From Best-sellers to Blockbusters
Steinbeck's most famous novel, The Grapes of Wrath (1939), is a landmark of twentieth-century American literature; it tells the story of Oklahoma migrant workers and California growers in the darkest days of the California depression. The novel won the Pulitzer Prize in 1940 and catapulted Steinbeck into his generation's literary elite. His thirty-four works of fiction and non-fiction (most written during a very prolific period from 1935–1965) are varied in subject and convey his enthusiasm and curiosity about the world. They are honest. They are real.
Other notable works include Tortilla Flat, Of Mice and Men, Sea of Cortez, Cannery Row, The Pearl and East of Eden. He considered the last his epic—the novel he was born to write. After it was finished, he wrote the majority of his non-fiction, penning the travelogue Travels with Charley , an adaptation of the classic Arthurian legend Morte d'Arthur and a book of essays titled America and Americans.
Steinbeck was also very prolific in film. Unlike many writers, he became deeply involved in several adaptations of his works, forging life-long friendship with such directors as Elia Kazan, writing a few scripts himself, and spending time helping to rewrite storylines. Of Mice and Men, The Grapes of Wrath, Tortilla Flat, The Pearl, The Red Pony and East of Eden were all successfully adapted for the screen and brought him further fame and fortune.
The Myth, The Legend
John Steinbeck lived a life of active observation. He was intensely curious and also intensely private. Many of his closest relationships were strained by his unwavering commitment to his work. Steinbeck's friendship with marine biologist and philosopher Edward F. Ricketts ("Doc," as he is portrayed in a number of Steinbeck's works) was profoundly influential in shaping his views (together they wrote Sea of Cortez in 1941) and the loss of his friend to a train accident in 1948 left him bereft, without the intellectual companion whose friendship he'd long cherished.

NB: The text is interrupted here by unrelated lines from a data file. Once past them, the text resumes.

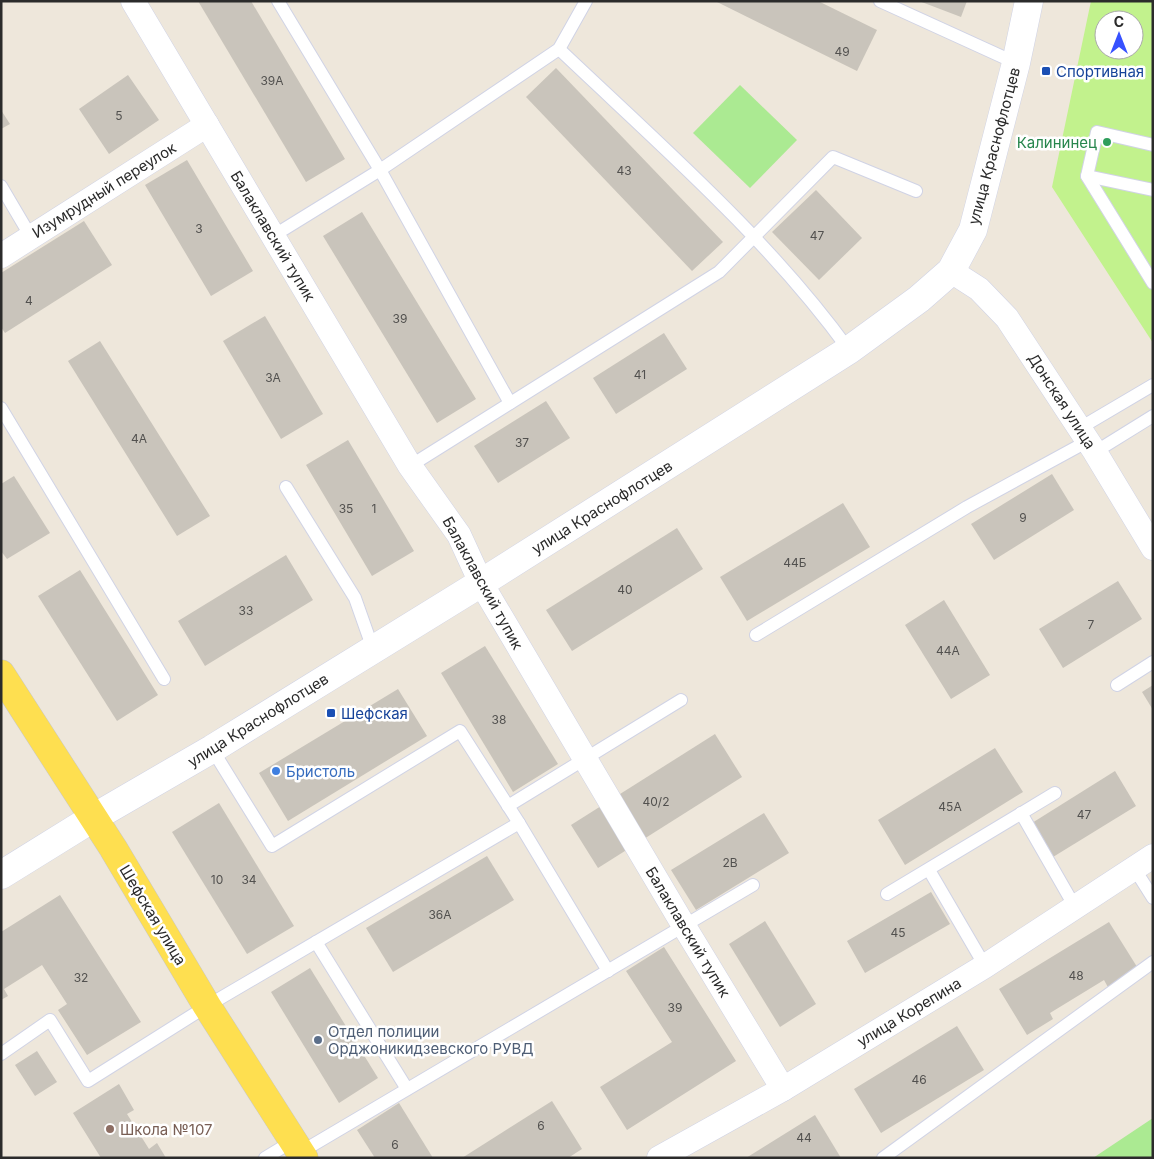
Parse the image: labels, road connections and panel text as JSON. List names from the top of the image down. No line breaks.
{"streets":{"main road":["улица Краснофлотцев","Шефская улица"],"street":["Изумрудный переулок","Балаклавский тупик","Донская улица","улица Корепина"]},"crossings":[["улица Краснофлотцев","Балаклавский тупик"],["улица Краснофлотцев","Донская улица"],["улица Краснофлотцев","Шефская улица"],["Изумрудный переулок","Балаклавский тупик"],["Балаклавский тупик","улица Корепина"]],"places":{"transit":["Спортивная","Шефская"],"other":["Калининец","Бристоль","Отдел полиции Орджоникидзевского РУВД","Школа №107"]},"house_numbers":["49","39А","5","43","3","47","4","39","41","3А","4А","37","35","1","9","44Б","40","33","7","44А","38","40/2","45А","47","2В","10","34","36А","45","48","32","39","46","6","44","6"],"north":"top"}
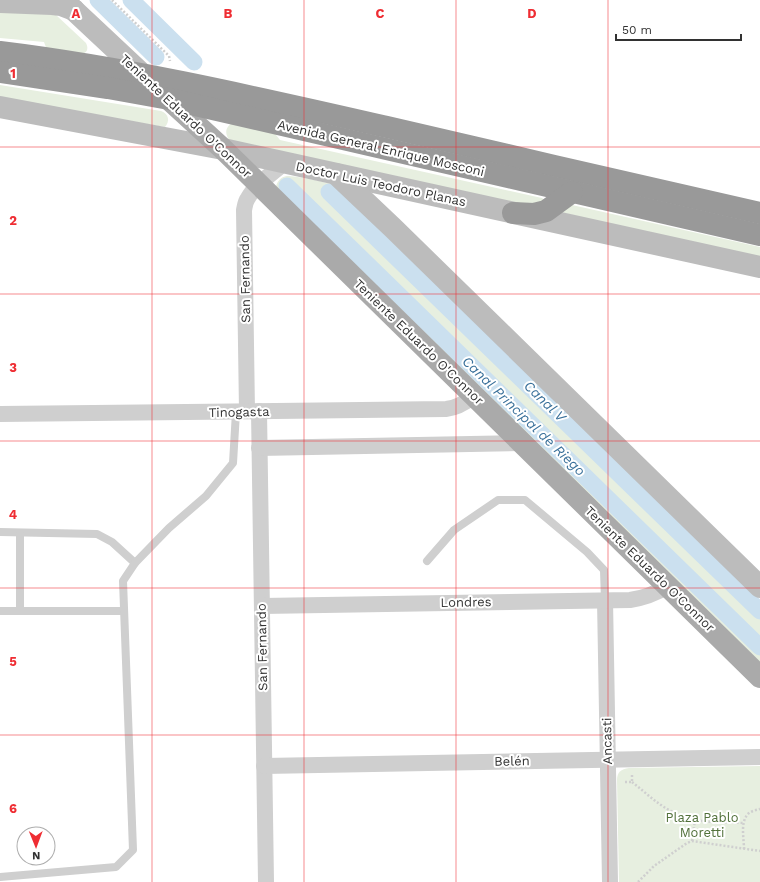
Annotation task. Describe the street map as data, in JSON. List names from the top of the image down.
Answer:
{
  "streets": {
    "highway": ["Avenida General Enrique Mosconi"],
    "main road": ["Teniente Eduardo O'Connor"],
    "street": [
      "Doctor Luis Teodoro Planas",
      "San Fernando",
      "Tinogasta",
      "Londres",
      "Ancasti",
      "Belén"
    ]
  },
  "crossings": [
    ["Teniente Eduardo O'Connor", "Avenida General Enrique Mosconi"],
    ["Teniente Eduardo O'Connor", "Doctor Luis Teodoro Planas"],
    ["Teniente Eduardo O'Connor", "San Fernando"],
    ["Teniente Eduardo O'Connor", "Tinogasta"],
    ["Teniente Eduardo O'Connor", "Londres"],
    ["Doctor Luis Teodoro Planas", "San Fernando"],
    ["San Fernando", "Tinogasta"],
    ["San Fernando", "Londres"],
    ["San Fernando", "Belén"],
    ["Londres", "Ancasti"],
    ["Ancasti", "Belén"]
  ],
  "water": ["Canal V", "Canal Principal de Riego"],
  "parks": ["Plaza Pablo Moretti"],
  "scale_bar": "50 m",
  "north": "bottom",
  "grid": {
    "columns": [
      "A",
      "B",
      "C",
      "D"
    ],
    "rows": [
      "1",
      "2",
      "3",
      "4",
      "5",
      "6"
    ]
  }
}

Steinbeck married three times. His first wife Carol was very involved at the beginning of his career; she provided editorial advice, unwavering support and hours of commitment typing his hand-written notes into finished drafts. Gwyn Conger, his second wife, was the mother of his sons Thom and John. In 1949 he met his third wife, Elaine. Steinbeck and Elaine, who were very bonded, remained together for the rest of his life, spending most of their time in New York and Sag Harbor. His later years were spent writing and traveling extensively; he was recognized as one of America's most beloved writers. One of the pinnacles of his career was accepting the Nobel Prize for Literature in 1962, where he paid tribute to the written word and his literary debt to contemporary William Faulkner. John Steinbeck died in New York City on December 20, 1968. Steinbeck's ashes are buried in his family plot in Salinas, California.